►
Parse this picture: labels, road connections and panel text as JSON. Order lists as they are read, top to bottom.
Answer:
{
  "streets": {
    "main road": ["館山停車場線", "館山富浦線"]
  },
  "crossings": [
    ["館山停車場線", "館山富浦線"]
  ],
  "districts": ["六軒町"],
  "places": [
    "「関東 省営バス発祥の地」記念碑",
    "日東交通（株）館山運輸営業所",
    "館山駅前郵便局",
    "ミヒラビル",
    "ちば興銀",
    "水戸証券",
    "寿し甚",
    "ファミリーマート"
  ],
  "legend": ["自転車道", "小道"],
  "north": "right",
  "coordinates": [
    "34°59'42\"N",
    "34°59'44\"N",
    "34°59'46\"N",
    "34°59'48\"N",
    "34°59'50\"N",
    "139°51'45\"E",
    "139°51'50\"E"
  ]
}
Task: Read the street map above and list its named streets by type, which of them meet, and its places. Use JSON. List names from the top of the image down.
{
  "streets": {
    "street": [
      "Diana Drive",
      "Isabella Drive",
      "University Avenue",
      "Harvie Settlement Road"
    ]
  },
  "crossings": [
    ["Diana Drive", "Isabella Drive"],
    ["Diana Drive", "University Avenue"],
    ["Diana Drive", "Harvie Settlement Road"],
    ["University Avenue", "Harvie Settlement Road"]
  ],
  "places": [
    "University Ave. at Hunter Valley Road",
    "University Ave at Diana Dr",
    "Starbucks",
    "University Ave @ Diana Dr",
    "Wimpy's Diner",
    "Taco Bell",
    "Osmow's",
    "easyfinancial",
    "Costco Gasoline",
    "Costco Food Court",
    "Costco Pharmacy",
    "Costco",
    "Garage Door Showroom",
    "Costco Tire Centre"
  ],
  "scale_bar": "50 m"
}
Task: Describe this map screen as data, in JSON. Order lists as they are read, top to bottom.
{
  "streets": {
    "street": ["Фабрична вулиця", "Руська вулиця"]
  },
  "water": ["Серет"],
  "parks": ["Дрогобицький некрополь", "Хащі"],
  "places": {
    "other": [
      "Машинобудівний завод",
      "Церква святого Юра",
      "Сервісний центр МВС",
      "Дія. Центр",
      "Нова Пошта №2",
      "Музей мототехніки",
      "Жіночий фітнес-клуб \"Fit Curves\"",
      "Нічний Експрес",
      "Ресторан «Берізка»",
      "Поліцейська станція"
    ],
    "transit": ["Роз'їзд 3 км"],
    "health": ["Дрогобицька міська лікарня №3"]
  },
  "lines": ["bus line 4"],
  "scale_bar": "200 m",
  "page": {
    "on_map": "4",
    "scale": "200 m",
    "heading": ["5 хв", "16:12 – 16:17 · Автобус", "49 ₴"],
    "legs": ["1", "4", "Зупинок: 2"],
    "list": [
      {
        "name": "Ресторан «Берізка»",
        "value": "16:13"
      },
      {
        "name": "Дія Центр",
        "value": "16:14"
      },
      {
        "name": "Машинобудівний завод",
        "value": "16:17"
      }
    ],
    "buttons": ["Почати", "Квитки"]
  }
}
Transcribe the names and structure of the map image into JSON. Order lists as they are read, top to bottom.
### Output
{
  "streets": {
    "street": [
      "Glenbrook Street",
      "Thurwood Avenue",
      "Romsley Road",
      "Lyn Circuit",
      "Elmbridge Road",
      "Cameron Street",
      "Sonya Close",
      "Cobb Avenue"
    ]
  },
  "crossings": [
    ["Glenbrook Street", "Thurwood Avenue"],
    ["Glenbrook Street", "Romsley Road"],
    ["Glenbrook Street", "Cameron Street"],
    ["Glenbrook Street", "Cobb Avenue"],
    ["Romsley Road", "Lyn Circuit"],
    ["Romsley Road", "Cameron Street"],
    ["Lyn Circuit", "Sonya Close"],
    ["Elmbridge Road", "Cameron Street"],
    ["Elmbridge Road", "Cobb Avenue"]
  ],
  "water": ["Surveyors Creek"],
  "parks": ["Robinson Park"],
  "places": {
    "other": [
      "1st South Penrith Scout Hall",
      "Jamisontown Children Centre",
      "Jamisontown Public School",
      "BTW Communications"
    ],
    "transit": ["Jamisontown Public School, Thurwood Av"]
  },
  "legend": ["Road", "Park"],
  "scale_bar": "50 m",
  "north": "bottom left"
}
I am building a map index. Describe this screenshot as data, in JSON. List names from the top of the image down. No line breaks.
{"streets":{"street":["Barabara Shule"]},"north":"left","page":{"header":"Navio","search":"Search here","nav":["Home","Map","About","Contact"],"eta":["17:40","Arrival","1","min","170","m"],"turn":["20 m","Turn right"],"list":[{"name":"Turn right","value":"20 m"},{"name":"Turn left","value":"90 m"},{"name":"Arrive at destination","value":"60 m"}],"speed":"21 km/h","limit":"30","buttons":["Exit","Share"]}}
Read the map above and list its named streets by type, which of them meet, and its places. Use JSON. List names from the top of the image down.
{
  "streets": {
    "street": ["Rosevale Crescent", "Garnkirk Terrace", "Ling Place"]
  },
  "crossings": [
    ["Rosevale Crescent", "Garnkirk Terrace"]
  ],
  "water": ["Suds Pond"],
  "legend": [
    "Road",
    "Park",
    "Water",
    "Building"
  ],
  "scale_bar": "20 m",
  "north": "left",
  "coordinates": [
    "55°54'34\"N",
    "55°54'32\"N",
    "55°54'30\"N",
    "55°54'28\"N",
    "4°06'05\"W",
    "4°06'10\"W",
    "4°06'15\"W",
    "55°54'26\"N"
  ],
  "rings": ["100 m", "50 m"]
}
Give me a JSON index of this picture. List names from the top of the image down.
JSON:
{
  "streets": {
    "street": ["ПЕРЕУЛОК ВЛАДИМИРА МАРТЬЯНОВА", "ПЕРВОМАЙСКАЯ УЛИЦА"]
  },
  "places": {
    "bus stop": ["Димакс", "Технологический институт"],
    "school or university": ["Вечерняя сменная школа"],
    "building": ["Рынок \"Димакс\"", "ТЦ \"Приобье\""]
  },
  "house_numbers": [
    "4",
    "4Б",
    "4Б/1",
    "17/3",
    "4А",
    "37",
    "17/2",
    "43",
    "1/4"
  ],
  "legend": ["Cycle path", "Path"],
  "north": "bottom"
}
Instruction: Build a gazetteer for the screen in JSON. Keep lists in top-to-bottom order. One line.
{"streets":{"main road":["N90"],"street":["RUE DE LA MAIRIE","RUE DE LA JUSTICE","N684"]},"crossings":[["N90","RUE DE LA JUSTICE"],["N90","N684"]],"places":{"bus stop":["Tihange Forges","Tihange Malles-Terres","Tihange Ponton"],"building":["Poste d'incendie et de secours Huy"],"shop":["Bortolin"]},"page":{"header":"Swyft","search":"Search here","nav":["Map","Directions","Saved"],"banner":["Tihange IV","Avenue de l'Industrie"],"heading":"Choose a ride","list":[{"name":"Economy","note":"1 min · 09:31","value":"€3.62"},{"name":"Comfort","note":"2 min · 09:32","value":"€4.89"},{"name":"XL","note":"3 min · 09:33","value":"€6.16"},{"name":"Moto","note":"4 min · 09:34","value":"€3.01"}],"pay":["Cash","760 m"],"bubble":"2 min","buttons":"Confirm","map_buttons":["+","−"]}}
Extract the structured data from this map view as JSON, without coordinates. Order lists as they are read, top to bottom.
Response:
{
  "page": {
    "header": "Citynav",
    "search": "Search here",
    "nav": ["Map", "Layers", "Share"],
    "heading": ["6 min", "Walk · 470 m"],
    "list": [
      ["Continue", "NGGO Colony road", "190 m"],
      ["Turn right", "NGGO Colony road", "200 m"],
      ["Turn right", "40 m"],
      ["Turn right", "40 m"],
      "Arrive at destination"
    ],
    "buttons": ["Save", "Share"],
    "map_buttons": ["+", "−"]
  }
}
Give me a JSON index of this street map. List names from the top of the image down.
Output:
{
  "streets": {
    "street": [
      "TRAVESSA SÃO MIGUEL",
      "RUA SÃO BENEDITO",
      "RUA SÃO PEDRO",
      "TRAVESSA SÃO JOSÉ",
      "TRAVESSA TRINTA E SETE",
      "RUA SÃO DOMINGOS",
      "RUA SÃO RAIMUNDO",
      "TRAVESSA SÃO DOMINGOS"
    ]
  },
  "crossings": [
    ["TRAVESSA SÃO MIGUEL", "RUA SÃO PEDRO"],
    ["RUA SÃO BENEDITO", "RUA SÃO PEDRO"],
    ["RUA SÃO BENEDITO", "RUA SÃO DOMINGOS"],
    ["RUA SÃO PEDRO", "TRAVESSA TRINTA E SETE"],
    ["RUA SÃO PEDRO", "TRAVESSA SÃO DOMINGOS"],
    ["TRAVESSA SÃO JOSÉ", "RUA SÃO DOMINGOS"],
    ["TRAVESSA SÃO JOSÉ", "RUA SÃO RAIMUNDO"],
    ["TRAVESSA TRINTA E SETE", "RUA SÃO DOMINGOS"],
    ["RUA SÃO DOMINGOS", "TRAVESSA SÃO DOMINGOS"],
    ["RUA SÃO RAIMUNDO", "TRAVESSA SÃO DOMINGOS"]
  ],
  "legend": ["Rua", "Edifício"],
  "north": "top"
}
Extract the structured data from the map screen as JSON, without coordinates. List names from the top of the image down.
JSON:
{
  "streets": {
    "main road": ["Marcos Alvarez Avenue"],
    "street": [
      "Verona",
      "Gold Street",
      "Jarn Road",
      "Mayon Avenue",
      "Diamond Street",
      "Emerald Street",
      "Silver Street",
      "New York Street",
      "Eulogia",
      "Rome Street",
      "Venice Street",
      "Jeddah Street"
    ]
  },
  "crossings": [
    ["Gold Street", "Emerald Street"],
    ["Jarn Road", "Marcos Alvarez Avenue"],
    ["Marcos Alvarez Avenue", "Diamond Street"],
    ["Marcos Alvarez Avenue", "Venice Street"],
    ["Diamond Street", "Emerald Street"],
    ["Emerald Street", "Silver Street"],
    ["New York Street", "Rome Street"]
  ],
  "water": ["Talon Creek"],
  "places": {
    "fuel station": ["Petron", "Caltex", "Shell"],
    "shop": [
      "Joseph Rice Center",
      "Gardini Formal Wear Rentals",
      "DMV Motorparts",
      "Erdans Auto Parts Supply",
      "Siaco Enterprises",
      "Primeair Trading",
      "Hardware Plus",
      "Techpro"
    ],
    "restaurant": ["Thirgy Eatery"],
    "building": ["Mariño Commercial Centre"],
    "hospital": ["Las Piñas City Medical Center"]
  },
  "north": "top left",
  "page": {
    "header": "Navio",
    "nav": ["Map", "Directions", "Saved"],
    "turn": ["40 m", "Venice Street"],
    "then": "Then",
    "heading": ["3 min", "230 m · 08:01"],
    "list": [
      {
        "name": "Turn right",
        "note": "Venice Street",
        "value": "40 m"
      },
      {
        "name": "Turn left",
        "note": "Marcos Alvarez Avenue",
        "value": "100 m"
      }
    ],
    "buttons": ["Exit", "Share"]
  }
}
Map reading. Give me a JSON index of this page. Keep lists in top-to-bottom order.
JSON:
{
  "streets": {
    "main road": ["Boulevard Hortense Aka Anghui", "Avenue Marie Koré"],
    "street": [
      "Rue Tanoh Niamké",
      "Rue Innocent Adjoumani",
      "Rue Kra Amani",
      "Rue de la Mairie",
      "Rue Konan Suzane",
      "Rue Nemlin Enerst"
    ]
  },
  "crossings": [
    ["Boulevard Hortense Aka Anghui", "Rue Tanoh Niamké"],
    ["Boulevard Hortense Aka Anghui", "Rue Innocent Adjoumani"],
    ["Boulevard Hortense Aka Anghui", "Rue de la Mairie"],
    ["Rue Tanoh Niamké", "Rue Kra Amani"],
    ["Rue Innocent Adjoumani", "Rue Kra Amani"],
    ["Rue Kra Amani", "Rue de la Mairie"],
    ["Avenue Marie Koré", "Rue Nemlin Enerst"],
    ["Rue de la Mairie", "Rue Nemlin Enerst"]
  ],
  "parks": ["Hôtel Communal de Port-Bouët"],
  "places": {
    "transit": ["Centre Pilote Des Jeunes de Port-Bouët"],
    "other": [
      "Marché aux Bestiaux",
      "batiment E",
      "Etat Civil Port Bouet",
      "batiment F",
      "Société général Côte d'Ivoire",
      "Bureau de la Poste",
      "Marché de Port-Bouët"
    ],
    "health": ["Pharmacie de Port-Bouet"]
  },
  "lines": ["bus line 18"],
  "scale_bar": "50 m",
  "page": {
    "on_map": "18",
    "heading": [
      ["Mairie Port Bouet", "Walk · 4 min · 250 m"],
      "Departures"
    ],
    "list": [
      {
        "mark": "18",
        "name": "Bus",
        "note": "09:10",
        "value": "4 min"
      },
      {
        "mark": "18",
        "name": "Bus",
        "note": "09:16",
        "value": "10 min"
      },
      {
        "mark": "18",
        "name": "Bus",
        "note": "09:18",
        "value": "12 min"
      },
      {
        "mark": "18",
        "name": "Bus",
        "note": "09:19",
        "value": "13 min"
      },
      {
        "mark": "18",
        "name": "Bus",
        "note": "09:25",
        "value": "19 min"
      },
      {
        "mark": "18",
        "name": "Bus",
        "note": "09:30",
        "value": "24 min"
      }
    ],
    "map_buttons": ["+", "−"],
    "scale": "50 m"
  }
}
◄
(What you need to do): Only lines containing "Rome" belong in the answer; copy every such line from the records.

(Answer space):
      "Rome Street",
    ["New York Street", "Rome Street"]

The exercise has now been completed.